The reality-based community must make a stand

Realism and responsibility are two of the themes to emerge in Labour’s manifesto, published today. The party wants to be seen as a credible potential government. Fiscal responsibility is at the heart of this, and is described in a strong statement on page one. The next Labour government will cut the deficit every year, and is making no uncosted or unfunded spending commitments. Labour has got real. And responsible.

And yet the election debate, such as it is, and coverage in the media, such as it is, remain unreal. The chancellor of the exchequer has turned himself into an end of the pier novelty act, promising untold fiscal feats, and miraculous conjuring tricks. Tens of billons of pounds will be magicked up or wished away, just like that. New rules have been created – anti-fiscal rules – in which money can be promised or imagined, with few questions being asked about its provenance. So what if these measures are “unfunded”, the chancellor seemed to be saying yesterday. He will find the money… somewhere. He just will. This is New Economics. I had no idea it would look like this.

George Osborne

I am reminded of the comments, usually attributed to George Bush’s adviser Karl Rove, in which he mocked what he called the “reality-based community”: “That’s not the way the world really works anymore,” he said. “We’re an empire now, and when we act, we create our own reality. And while you’re studying that reality – judiciously, as you will – we’ll act again, creating other new realities, which you can study too, and that’s how things will sort out. We’re history’s actors…and you, all of you, will be left to just study what we do.”

The public may be kept in the dark about the Tories’ fiscal incontinence if the media continues to choose not to discuss or analyse the magic money which is making all these marvellous Conservative promises deliverable. It is not simply that one rule is being applied to Tory plans and another to those being provided by other parties. A choice is being made not to subject Tory plans to serious scrutiny at all.

Consider the remarks made by David Cameron at prime minister’s question time on January 7 this year:

“The real risk to the NHS is the risk of unfunded spending commitments bringing chaos to our economy, which would wreck our NHS. That is the risk.”

Now, you might have thought that these remarks, made on the record three months ago, at prime minister’s question time, by the prime minister, might be seen as relevant at a time when his own chancellor is promising £8bn a year of unfunded spending commitments to the NHS. You may say that I’m being too literal-minded. You might argue that it is unfair to hold that nice Mr Cameron to account in this way. He is the prime minister after all, he’s very rich, and posh, and someone like me should really just know my place and shut up. The Conservatives have created their own reality and we should learn to live with it.

This, perhaps, explains the thought processes behind those people at the BBC who on Saturday spent several hours telling the Labour party that this clip of Cameron at PMQs was not going to be used in any news bulletin. It is hard to be certain. But somebody within the corporation did relent, and by 10 o’clock on Saturday night there was the clip in the main evening news programme. It has not, I think, been broadcast again since.

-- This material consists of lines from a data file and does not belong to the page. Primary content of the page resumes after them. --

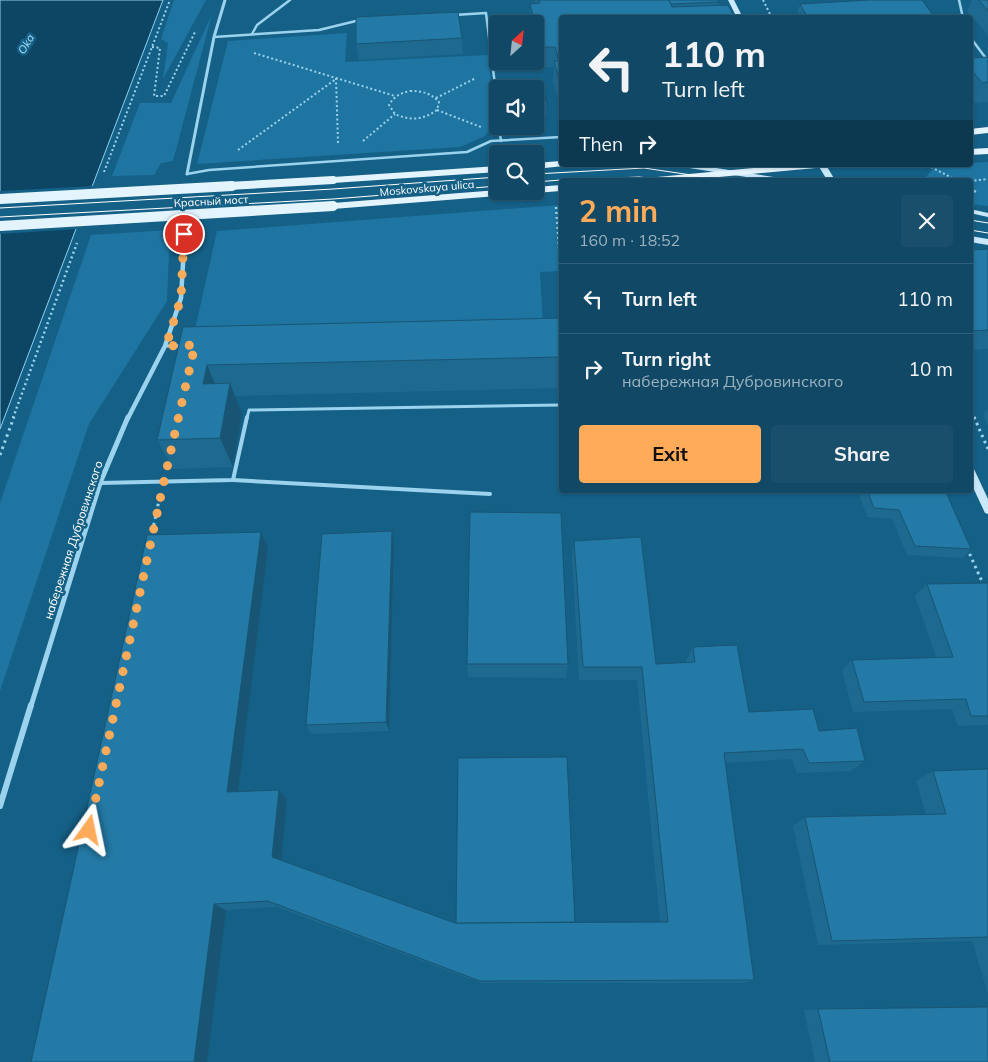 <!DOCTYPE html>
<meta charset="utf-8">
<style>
body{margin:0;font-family:Mulish,sans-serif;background:#194f6b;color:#f1f3f6;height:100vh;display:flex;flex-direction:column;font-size:19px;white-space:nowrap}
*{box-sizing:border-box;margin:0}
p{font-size:16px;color:#9cb2bf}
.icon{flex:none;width:28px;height:28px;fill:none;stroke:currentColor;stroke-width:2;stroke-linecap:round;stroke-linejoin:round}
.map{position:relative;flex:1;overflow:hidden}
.panel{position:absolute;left:559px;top:178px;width:414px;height:315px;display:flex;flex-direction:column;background:#104865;border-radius:5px;box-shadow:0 1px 4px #0004,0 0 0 1px #306079}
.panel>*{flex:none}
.guide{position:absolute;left:559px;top:15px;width:414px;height:152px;border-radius:5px;box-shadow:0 1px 4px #0004,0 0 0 1px #306079;background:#104865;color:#f1f3f6;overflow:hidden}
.needle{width:32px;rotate:27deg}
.tools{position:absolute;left:489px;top:15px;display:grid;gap:10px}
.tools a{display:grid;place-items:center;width:55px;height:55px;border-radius:5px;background:#104865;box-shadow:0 1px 4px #0004,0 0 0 1px #306079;font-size:25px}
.pin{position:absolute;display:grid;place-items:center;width:42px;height:42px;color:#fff;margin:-21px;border:2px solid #fff;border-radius:50%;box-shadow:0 1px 5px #0007}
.me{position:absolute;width:55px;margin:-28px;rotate:12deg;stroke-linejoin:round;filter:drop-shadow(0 0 4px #0008)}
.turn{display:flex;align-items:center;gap:18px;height:105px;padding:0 20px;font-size:22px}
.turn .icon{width:65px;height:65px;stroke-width:2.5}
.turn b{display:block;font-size:35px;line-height:42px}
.then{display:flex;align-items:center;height:48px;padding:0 20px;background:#0003;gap:10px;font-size:19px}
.round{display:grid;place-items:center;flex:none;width:52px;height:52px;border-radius:5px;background:#194f6b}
.summary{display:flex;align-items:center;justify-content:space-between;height:85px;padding:0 20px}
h1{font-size:30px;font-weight:700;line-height:38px;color:#ffab59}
.cta{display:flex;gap:10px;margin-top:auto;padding:10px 20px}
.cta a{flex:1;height:58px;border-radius:5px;background:#ffab59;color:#111;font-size:20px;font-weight:700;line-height:58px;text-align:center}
.cta a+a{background:#194f6b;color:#f1f3f6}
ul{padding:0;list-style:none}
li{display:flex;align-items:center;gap:15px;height:70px;padding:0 20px;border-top:1px solid #306079}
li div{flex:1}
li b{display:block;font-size:19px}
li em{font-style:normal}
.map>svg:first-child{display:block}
.green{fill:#1e75a1}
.water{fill:#0d4564;stroke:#8dd1f1}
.pier{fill:#156087}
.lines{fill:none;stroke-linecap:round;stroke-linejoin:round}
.path-far2{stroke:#9bd3ee;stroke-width:2;stroke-dasharray:2 2.5;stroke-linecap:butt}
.path-far1{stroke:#9bd3ee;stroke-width:2.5;stroke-dasharray:2 3;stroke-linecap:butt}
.path{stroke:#9bd3ee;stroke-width:3;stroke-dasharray:2.5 4;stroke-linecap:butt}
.lane-far2{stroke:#9bd3ee;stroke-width:2.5}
.lane-far1{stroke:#9bd3ee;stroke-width:3}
.lane{stroke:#9bd3ee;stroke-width:4}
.street-far3{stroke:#9bd3ee;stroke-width:3}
.street-far2{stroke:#9bd3ee;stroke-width:4.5}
.street-far1{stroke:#9bd3ee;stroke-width:5}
.street{stroke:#9bd3ee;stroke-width:6}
.secondary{fill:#c9e9fa;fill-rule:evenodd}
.primary{fill:#e3f4ff;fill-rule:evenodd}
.tram{stroke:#fff;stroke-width:1}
.primary-bridge-far1{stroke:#e3f4ff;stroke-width:8}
.primary-bridge{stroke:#e3f4ff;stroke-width:10}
.wall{fill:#1e698f}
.shaded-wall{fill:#185574}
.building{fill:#237aa6;stroke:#185574}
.route{stroke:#ffab59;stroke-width:9;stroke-dasharray:0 16.2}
.labels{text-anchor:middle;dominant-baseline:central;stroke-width:5;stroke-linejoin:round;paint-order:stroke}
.far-water-label{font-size:11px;font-style:italic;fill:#a7dcf6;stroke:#156087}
.far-street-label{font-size:11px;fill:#fff;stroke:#156087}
.street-label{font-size:12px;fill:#fff;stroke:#156087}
</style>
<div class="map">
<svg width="988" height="1062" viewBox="0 0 988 1062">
<rect width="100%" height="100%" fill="#156087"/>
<!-- green -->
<g class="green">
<polygon points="174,0 206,0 163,79 168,43 161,39"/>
<polygon points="212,14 173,161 161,163 154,175 112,176 140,103 171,103"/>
<polygon points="347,33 345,62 488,55 495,120 485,136 460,147 197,164 228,41"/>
<polygon points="988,162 988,206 970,204 970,180 923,180 937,165 970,165 970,163"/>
<polygon points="561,205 561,271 540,272 543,325 194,334 217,231"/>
<polygon points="170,230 167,301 89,424 0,691 0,503 91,235"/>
</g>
<!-- water -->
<polygon class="water" points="0,0 163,0 0,429"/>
<!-- pier -->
<polygon class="pier" points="94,186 77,229 0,234 0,191"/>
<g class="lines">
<!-- path-far2 -->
<g class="path-far2">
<polyline points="763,0 772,18"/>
<polyline points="152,47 160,48 154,96 164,96 195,32"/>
<polyline points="254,53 395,96"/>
<polyline points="336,78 338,143"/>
<path d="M410,91C422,91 431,93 439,102L437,110C423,120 410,121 395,114L389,105C394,96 401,93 410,91Z"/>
<polyline points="436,98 476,78"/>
<polyline points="437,110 481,127"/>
<polyline points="363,141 395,114"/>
<polyline points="238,150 336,79"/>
<polyline points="931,167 956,180"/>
<polyline points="104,172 170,0"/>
<polyline points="970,181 988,179"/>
</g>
<!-- path-far1 -->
<g class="path-far1">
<polyline points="970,188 976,192"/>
<polyline points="556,207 561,273"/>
<polyline points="970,408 975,418"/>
<polyline points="13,418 77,243"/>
</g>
<!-- path -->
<g class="path">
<polyline points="974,417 988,449"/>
<polyline points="0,455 14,417"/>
<polyline points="151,538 159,500"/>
<polyline points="967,548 984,586"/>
</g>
<!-- lane-far2 -->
<g class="lane-far2">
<polyline points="959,0 963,18"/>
<polyline points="454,15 486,13 498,109"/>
<polyline points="252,34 257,25 290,0"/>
<polyline points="214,37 319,30 360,20"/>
<polyline points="970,37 988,61"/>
<polyline points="499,126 501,141"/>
<polyline points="187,174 209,170 467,152 491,141 561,137"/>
</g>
<!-- lane-far1 -->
<g class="lane-far1">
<polyline points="165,346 182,346"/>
<polyline points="247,418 249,410 561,405"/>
</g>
<!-- lane -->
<g class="lane">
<polyline points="233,480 490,494"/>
<polyline points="100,483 233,480 247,417"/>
</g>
<!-- street-far3 -->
<polyline class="street-far3" points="187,174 214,37 225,0"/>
<!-- street-far2 -->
<polyline class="street-far2" points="128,418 165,346 181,298 185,229"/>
<!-- street-far1 -->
<polyline class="street-far1" points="31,706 100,483 128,417"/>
<!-- street -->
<polyline class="street" points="0,806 31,705"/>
<!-- secondary -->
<g class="secondary">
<polygon points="728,0 734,0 743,18 737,18"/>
<polygon points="679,165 697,165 780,178 784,180 765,180 683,167"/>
<polygon points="818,165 826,165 835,180 827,180"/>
<polygon points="970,209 988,213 988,217 970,213"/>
<polygon points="970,236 988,239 988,245 970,242"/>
<polygon points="970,466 973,467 988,499 988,514 985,513 970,481"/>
</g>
<!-- primary -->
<g class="primary">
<polygon points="988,127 988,133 970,135 970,129"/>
<polygon points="988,148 988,154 970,155 970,149"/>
<polygon points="561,161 561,165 564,166 535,169 535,163"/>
<polygon points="787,165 820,165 816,168 687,180 652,180 657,177"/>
<polygon points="498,166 498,172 333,183 328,180 333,177"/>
<polygon points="561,185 561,191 535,193 531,191 535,191 535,187"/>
<polygon points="498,190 526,191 522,194 333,209 328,206 333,203"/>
</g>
<!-- tram -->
<g class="tram">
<polyline points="535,174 644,168 725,180"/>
<polyline points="568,180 639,177 667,180"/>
<polyline points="535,182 561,180"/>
<polyline points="0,208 333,189 498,177"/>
<polyline points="0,217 333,199 498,186"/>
<polyline points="970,220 988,223"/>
<polyline points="970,230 988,233"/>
</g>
<!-- primary-bridge-far1 -->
<polyline class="primary-bridge-far1" points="210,187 333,180"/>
<!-- primary-bridge -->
<g class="primary-bridge">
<polyline points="0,199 232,186"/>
<polyline points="0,226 333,206"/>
</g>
</g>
<!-- wall -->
<g class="wall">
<polygon points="535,0 718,0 719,2 718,5 561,18 561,112 553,82 554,67 540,68 535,46 535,24 529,24 530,4 535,4"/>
<polygon points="972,0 988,0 988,35 967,11"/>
<polygon points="800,4 935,18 796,18"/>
<polygon points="462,38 463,54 359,60 356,44"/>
<polygon points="988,57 988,102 972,103 970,101 970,58"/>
<polygon points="542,84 547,105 546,116 535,117 535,89 513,89 513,86"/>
<polygon points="988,249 988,349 970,350 970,250"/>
<polygon points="561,318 561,388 235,396 242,414 233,467 173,469 157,440 183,327"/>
<polygon points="988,408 988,426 983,415"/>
<polygon points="859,490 945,490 971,549 963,558 907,555 892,519 867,517 858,491"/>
<polygon points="392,531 394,544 389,731 312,734 306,725"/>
<polygon points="261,532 268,548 238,791 287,799 281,860 455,923 660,922 637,680 579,680 572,557 574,541 656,664 686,662 686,661 693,647 749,712 819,731 865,761 851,771 797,773 792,759 725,763 754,980 743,983 481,983 277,907 226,910 31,1062"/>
<polygon points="988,583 988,725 958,726 952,709 853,712 842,670 852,660 936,657 915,596 927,584"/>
<polygon points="467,664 568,664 566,678 468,677"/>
<polygon points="988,769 988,994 972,941 818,945 793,826 805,817 926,814 916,781 933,771"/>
<polygon points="818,1009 988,1062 815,1062 804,1010"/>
</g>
<!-- shaded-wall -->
<g class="shaded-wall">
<polygon points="207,365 220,396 203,384"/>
<polygon points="230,383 242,414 233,467 220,438"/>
<polygon points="392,531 394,544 389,731 386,722"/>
<polygon points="261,532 268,548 237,801 227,792"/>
<polygon points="279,790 287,799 281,864 272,857"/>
<polygon points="214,904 226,910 207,1062 194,1062"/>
</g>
<!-- building -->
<g class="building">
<polygon points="539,0 669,0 672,7 728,5 735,18 561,18 561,87 554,61 559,61 555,47 541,47 530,4 540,3"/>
<polygon points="669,0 718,0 719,2 671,4"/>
<polygon points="870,0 922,0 935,18 808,18 800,4"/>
<polygon points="979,0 988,0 988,11"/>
<polygon points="458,12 462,38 356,44 356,17"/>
<polygon points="988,57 988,82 982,83 970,68 970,58"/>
<polygon points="542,84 547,105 535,106 535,89 514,89 513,86"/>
<polygon points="988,249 988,330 970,331 970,250"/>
<polygon points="561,318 561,357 207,365 203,384 230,383 220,438 157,440 183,327"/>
<polygon points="867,490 945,490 971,549 915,546 899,510 874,508"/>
<polygon points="470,512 561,513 568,664 467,664"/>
<polygon points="392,531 386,722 306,725 322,534"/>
<polygon points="261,532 227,792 279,790 272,857 455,923 668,922 642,667 583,667 574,541 641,537 656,664 695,662 693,647 737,645 749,712 813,709 819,731 857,728 865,761 809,763 803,749 724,753 754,980 480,981 268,901 214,904 194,1062 31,1062 147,535"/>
<polygon points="988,583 988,716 971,716 966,699 864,702 852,660 953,657 927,584"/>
<polygon points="567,757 575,922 456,923 458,758"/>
<polygon points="988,769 988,937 832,941 805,817 946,814 933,771"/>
<polygon points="988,1007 988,1062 830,1062 818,1009"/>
</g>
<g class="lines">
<!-- route -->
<polyline class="route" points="89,830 164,481 195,345 166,346 181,298 184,234"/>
</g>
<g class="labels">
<!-- far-water labels -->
<g class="far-water-label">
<text transform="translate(26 44) rotate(-59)">Oka</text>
</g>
<!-- far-street labels -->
<g class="far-street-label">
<text transform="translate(427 188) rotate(-5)">Moskovskaya ulica</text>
<text transform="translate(211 201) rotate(-3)">Красный мост</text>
</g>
<!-- street labels -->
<g class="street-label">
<text transform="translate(73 540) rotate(-72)">набережная Дубровинского</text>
</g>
</g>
</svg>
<div class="tools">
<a><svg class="needle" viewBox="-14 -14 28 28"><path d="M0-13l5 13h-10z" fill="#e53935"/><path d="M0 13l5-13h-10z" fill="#9cb2bf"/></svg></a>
<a><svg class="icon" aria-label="sound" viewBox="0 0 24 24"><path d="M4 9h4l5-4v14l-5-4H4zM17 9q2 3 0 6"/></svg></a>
<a><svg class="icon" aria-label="search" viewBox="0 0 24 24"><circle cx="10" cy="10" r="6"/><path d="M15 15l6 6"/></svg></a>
</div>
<div class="pin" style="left:184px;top:234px;background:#d93025"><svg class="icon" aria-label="arrive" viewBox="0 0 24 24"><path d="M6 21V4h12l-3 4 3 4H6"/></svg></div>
<svg class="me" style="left:89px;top:830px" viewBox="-20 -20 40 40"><path d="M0-17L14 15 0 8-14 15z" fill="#ffab59" stroke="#fff" stroke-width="4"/></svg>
<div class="guide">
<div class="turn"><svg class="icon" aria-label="left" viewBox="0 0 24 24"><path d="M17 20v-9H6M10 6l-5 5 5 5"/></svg><div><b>110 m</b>Turn left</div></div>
<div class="then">Then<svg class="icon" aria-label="right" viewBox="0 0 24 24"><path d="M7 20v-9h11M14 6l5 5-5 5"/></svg></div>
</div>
<section class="panel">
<div class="summary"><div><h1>2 min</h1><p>160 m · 18:52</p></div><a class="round"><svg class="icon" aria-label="close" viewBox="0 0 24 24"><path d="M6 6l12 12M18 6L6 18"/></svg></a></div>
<ul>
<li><svg class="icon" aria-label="left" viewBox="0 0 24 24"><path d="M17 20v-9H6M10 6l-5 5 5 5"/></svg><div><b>Turn left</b></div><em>110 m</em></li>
<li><svg class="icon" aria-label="right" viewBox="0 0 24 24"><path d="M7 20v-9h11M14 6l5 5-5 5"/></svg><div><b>Turn right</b><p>набережная Дубровинского</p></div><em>10 m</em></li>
</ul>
<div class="cta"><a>Exit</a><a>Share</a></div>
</section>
</div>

“I have never seen a party of government escape scrutiny with such ease,” wrote Nick Cohen in his Observer column yesterday. He is right, of course. There is always a risk of undue deference being shown to the powerful, or to the prime minister of the day. David Dimbleby’s interview with Margaret Thatcher, the morning before polling day in 1987, contained her memorable objection to people who “drivel and drool that they care”. But the tape was broadcast only afternine o’clock that night, even though the words had been available many hours earlier. A braver BBC might have put the interview out as early as lunchtime. But a braver BBC did not exist back then. And perhaps not today, either.

It is not too late. Those of us who still inhabit the reality-based community have a duty to speak up, in all media channels that are available to us, to try and at least question the Conservatives on their plans, such as they are. Mr Osborne’s amateur conjuring should be exposed for the confidence trick that it is.

Michael Foot knew all about exposing fake magicians. He once mocked Keith Joseph, a member of Mrs Thatcher’s cabinet, for reminding him of a conjuror who used to appear at the Palace Theatre in Plymouth, performing a trick in which he would place a gold watch belonging to a member of the audience in a velvet bag and then smash it violently to bits.

“Then on his countenance would come exactly the puzzled look of the right honourable gentleman the Secretary of State,” Foot said. “He would step forward right to the front of the stage and say ‘I am very sorry, I am very sorry. I have forgotten the rest of the trick.’ That’s the situation of the government. They’ve forgotten the rest of the trick. It doesn’t work.”